====== Entries shown ======

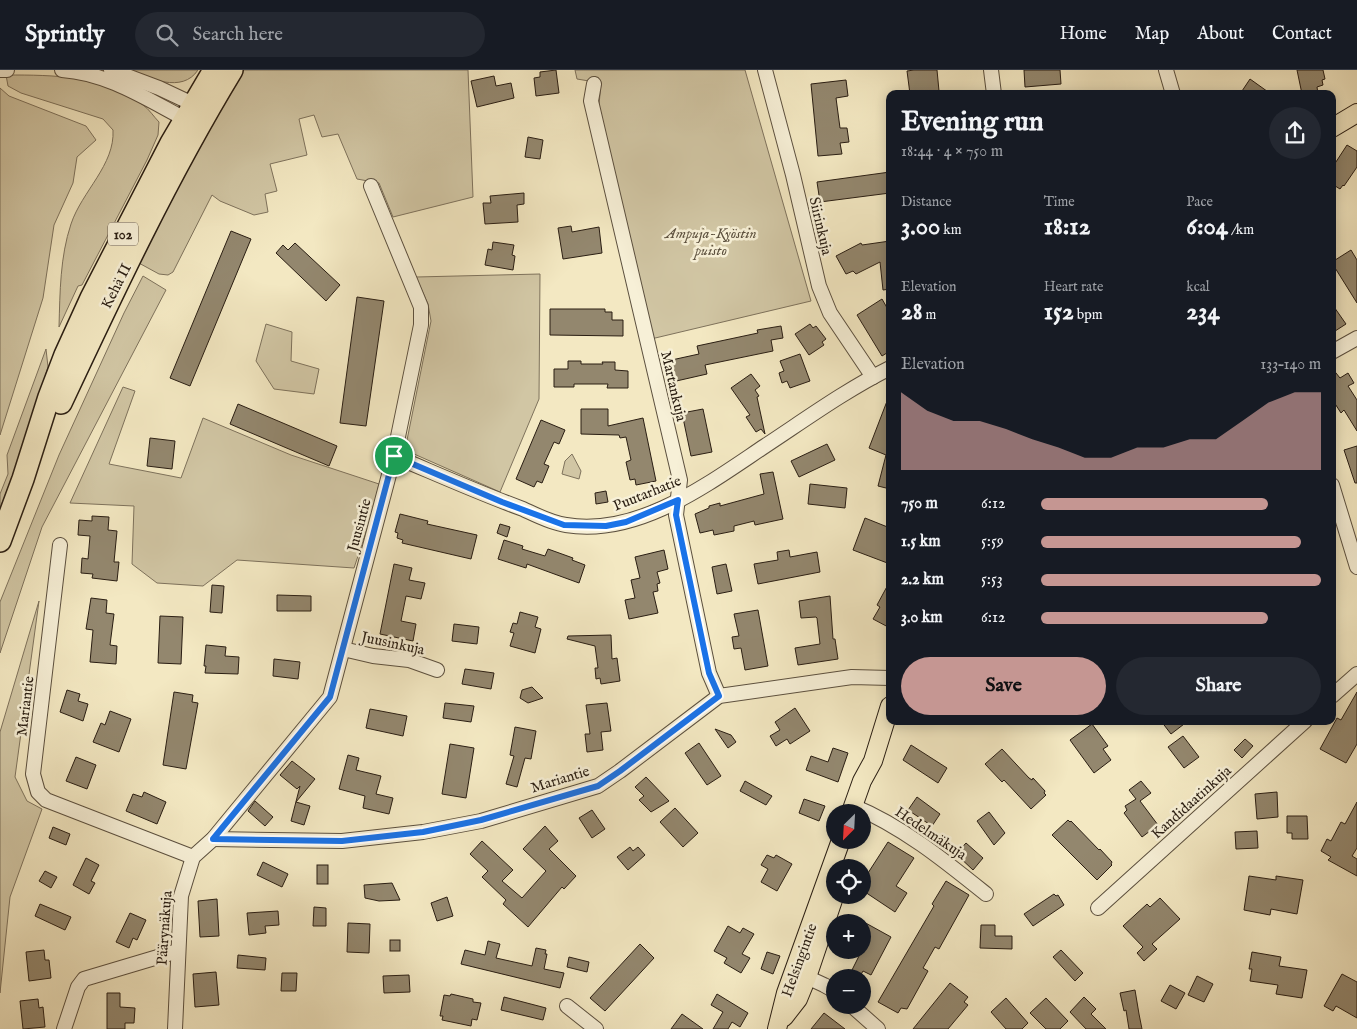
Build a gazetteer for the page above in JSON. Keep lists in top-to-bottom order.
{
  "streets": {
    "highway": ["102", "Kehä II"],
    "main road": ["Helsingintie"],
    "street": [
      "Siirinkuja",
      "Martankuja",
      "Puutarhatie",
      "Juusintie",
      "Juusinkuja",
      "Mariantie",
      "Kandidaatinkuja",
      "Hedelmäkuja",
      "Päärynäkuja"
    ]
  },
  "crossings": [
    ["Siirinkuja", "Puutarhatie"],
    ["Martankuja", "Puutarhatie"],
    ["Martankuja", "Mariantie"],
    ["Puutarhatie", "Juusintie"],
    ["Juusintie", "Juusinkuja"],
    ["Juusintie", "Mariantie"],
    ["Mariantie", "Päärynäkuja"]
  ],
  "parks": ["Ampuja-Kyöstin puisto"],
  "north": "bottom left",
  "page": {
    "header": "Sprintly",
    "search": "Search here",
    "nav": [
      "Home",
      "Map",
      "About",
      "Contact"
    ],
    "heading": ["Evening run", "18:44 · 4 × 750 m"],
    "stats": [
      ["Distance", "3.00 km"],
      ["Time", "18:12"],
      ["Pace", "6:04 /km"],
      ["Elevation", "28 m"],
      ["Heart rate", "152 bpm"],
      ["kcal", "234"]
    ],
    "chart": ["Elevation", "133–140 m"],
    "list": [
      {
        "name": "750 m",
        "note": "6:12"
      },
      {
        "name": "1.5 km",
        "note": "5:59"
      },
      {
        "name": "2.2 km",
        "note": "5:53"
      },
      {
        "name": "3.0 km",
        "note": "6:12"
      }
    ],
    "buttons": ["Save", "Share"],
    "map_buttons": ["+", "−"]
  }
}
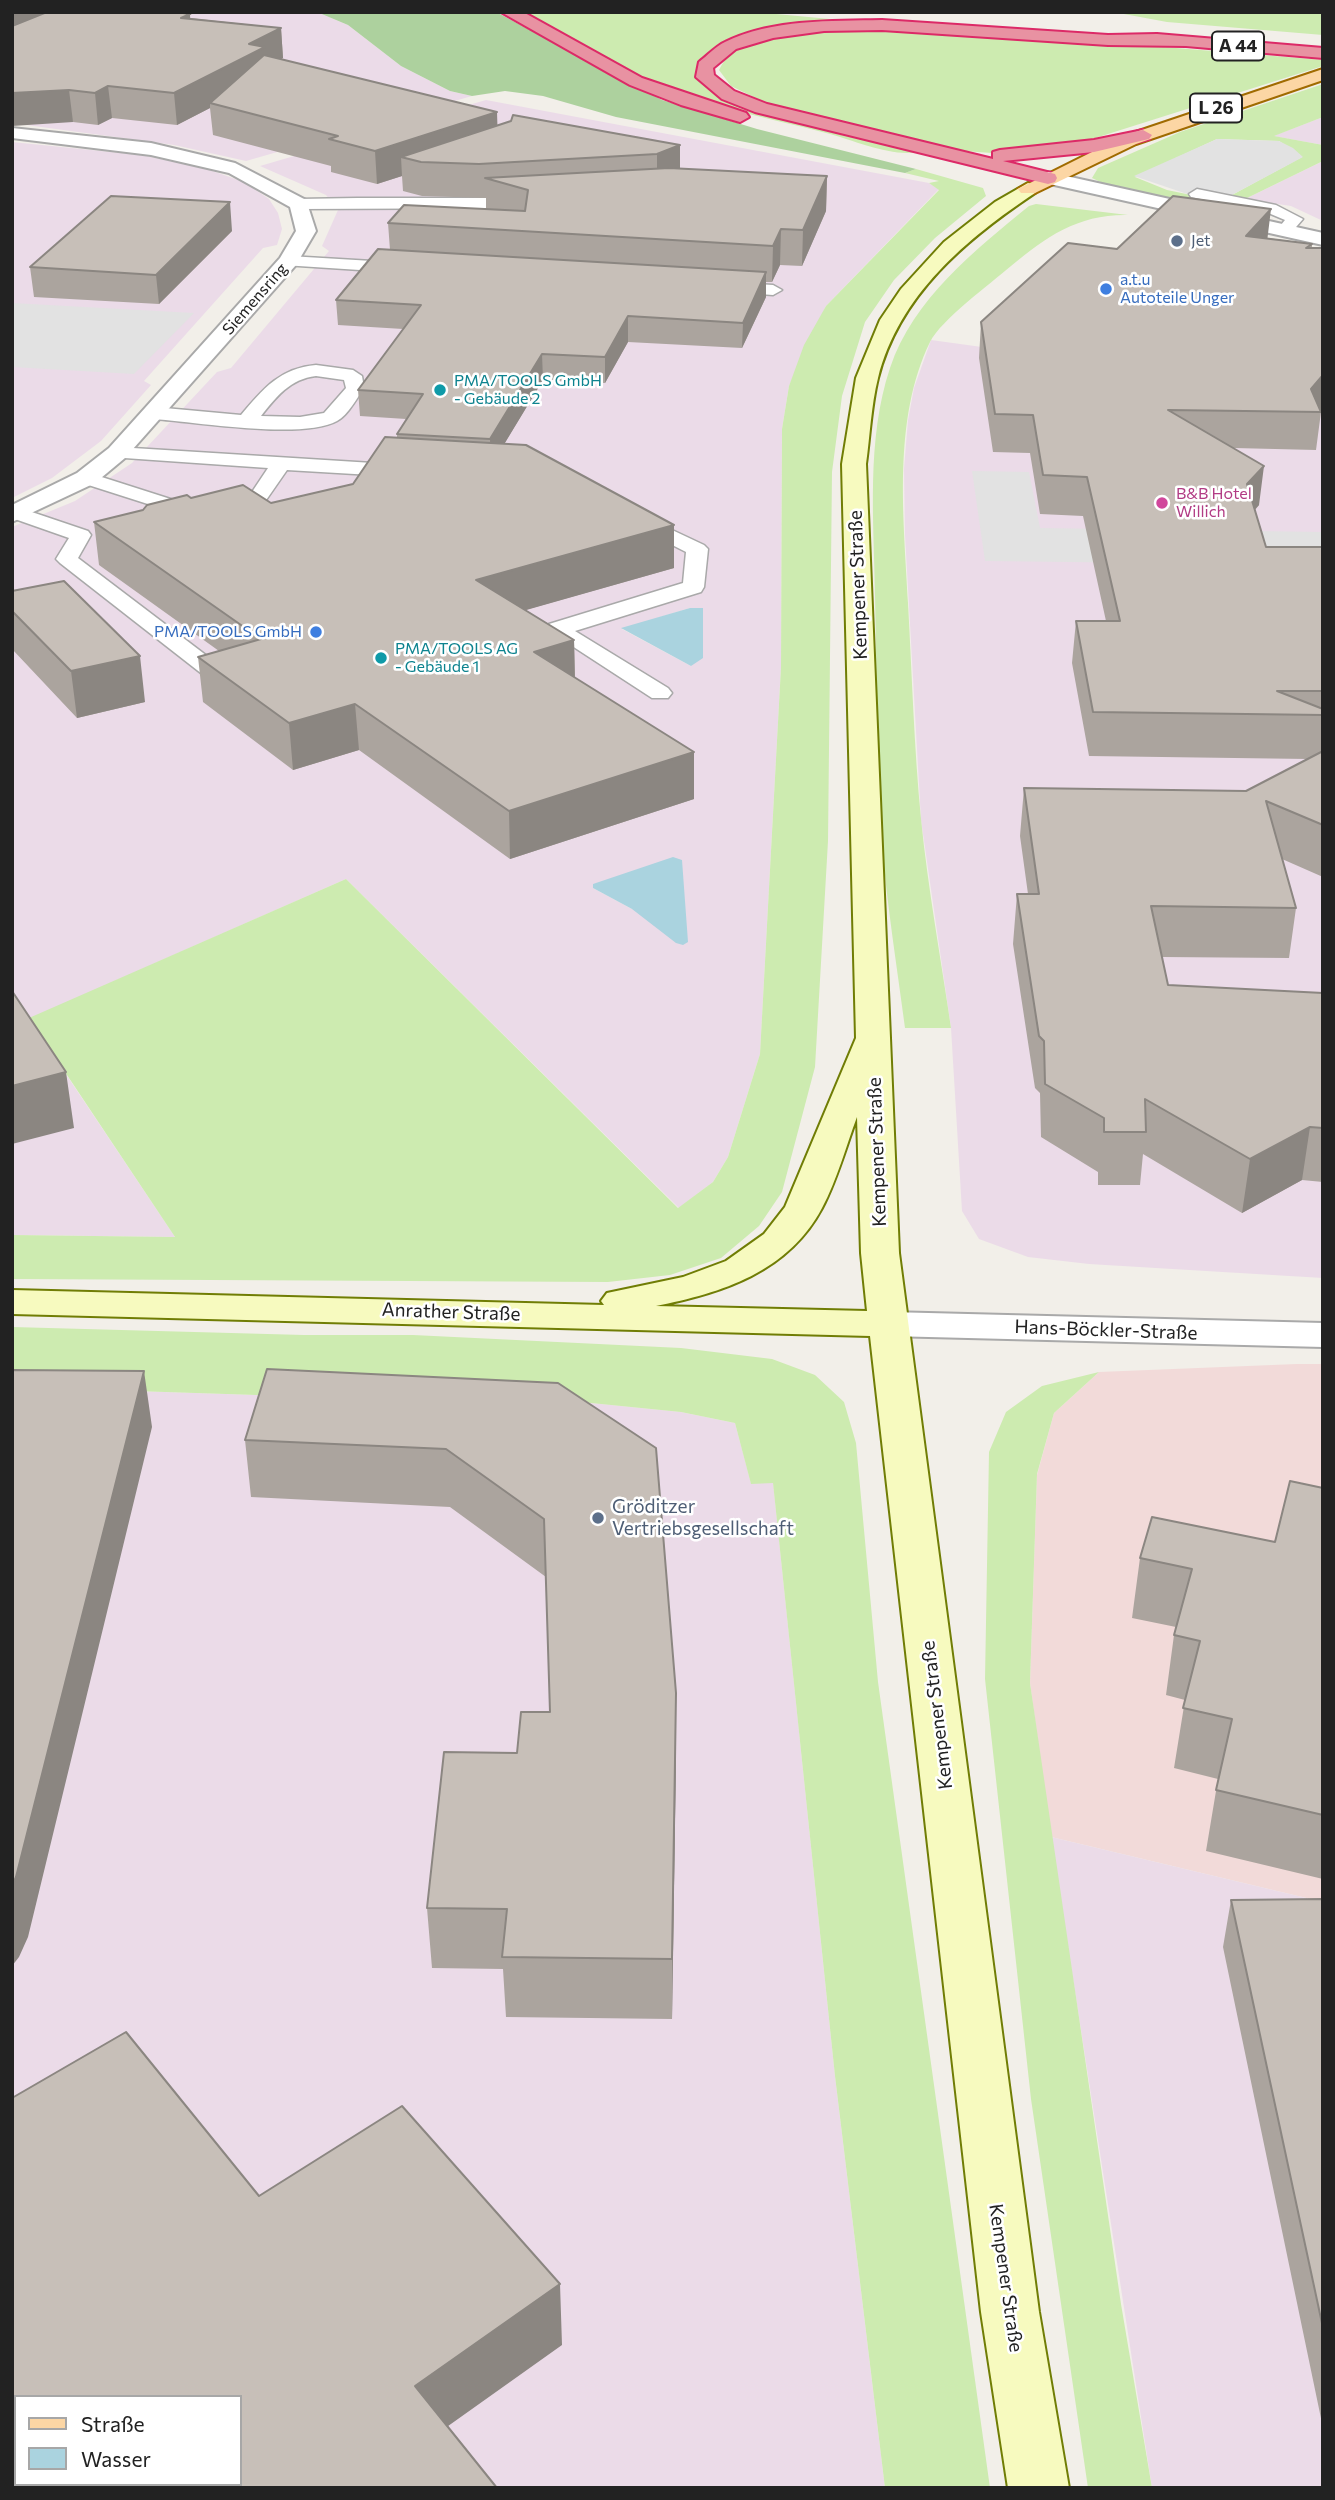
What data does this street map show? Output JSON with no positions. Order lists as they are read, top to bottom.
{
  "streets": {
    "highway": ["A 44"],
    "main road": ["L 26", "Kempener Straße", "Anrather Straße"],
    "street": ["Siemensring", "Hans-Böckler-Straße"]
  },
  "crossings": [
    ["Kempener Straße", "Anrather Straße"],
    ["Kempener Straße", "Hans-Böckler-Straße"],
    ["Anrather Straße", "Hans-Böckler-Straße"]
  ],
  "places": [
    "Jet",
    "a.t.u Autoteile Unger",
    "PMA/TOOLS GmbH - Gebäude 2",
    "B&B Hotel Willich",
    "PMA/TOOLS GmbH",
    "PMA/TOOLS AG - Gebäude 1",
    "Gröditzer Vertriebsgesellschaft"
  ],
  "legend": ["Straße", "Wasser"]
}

======

*Task instructions*. Give the listing again exactly, excluding pictures.

*Solution for this problem*.
Build a gazetteer for the page above in JSON. Keep lists in top-to-bottom order.
{
  "streets": {
    "highway": ["102", "Kehä II"],
    "main road": ["Helsingintie"],
    "street": [
      "Siirinkuja",
      "Martankuja",
      "Puutarhatie",
      "Juusintie",
      "Juusinkuja",
      "Mariantie",
      "Kandidaatinkuja",
      "Hedelmäkuja",
      "Päärynäkuja"
    ]
  },
  "crossings": [
    ["Siirinkuja", "Puutarhatie"],
    ["Martankuja", "Puutarhatie"],
    ["Martankuja", "Mariantie"],
    ["Puutarhatie", "Juusintie"],
    ["Juusintie", "Juusinkuja"],
    ["Juusintie", "Mariantie"],
    ["Mariantie", "Päärynäkuja"]
  ],
  "parks": ["Ampuja-Kyöstin puisto"],
  "north": "bottom left",
  "page": {
    "header": "Sprintly",
    "search": "Search here",
    "nav": [
      "Home",
      "Map",
      "About",
      "Contact"
    ],
    "heading": ["Evening run", "18:44 · 4 × 750 m"],
    "stats": [
      ["Distance", "3.00 km"],
      ["Time", "18:12"],
      ["Pace", "6:04 /km"],
      ["Elevation", "28 m"],
      ["Heart rate", "152 bpm"],
      ["kcal", "234"]
    ],
    "chart": ["Elevation", "133–140 m"],
    "list": [
      {
        "name": "750 m",
        "note": "6:12"
      },
      {
        "name": "1.5 km",
        "note": "5:59"
      },
      {
        "name": "2.2 km",
        "note": "5:53"
      },
      {
        "name": "3.0 km",
        "note": "6:12"
      }
    ],
    "buttons": ["Save", "Share"],
    "map_buttons": ["+", "−"]
  }
}
What data does this street map show? Output JSON with no positions. Order lists as they are read, top to bottom.
{
  "streets": {
    "highway": ["A 44"],
    "main road": ["L 26", "Kempener Straße", "Anrather Straße"],
    "street": ["Siemensring", "Hans-Böckler-Straße"]
  },
  "crossings": [
    ["Kempener Straße", "Anrather Straße"],
    ["Kempener Straße", "Hans-Böckler-Straße"],
    ["Anrather Straße", "Hans-Böckler-Straße"]
  ],
  "places": [
    "Jet",
    "a.t.u Autoteile Unger",
    "PMA/TOOLS GmbH - Gebäude 2",
    "B&B Hotel Willich",
    "PMA/TOOLS GmbH",
    "PMA/TOOLS AG - Gebäude 1",
    "Gröditzer Vertriebsgesellschaft"
  ],
  "legend": ["Straße", "Wasser"]
}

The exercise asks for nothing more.